By epobirs on 3/16/2013 4:23:45 AM , Rating: 2
Actually, AMD is seeking to grab some market in the tablet field with their ATOM and ARM competitor line. So it isn't for lack of trying.

Supplying the console market isn't a high margin business but it can be a critical cash flow asset to sustain the company while seeking more lucrative products.

And heavy presence in desktop and laptop markets? Compared to AMD? Nvidia does not produce x86/64 CPUs nor are they in the motherboard chip set business anymore.
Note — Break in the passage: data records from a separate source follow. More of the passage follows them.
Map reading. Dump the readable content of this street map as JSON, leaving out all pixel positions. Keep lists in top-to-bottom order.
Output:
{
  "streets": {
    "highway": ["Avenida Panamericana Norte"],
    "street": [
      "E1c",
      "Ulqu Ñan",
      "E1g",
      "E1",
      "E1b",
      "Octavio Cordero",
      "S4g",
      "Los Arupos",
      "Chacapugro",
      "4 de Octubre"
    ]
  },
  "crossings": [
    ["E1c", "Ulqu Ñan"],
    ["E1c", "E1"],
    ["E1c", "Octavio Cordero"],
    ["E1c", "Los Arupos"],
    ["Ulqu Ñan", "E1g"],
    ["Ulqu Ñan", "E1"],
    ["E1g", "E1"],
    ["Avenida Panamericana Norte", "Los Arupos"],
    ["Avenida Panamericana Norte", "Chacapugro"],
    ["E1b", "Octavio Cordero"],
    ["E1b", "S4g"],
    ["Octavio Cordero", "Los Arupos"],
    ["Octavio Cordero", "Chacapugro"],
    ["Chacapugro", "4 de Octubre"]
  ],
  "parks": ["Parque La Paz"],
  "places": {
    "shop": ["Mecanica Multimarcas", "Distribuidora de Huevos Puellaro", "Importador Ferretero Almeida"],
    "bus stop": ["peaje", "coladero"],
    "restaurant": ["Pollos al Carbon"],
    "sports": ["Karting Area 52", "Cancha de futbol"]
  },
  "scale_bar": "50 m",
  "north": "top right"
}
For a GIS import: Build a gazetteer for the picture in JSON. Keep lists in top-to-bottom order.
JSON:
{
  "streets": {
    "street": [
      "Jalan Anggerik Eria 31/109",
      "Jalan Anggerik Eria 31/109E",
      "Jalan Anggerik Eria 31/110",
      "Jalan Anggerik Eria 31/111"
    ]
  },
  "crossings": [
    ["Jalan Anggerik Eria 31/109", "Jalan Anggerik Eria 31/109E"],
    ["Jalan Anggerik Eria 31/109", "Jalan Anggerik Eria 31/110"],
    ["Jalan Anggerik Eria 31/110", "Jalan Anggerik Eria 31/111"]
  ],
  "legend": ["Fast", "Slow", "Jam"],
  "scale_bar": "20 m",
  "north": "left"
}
Nvidia has a strong presence in PC GPUs and little else of the PC sector.


RE: Nvidia didn't have a chance...
By Amiga500 on 3/16/2013 5:36:08 AM , Rating: 5
quote:
Supplying the console market isn't a high margin business but it can be a critical cash flow asset to sustain the company while seeking more lucrative products.


But it means that the vast majority of games will be coded around AMD's GPU µarchitecture. That will bring benefits in terms of relative efficiency on the PC GPUs.

It effectively completely undercuts Nvidia's "The Way Its Meant To Be Played" program.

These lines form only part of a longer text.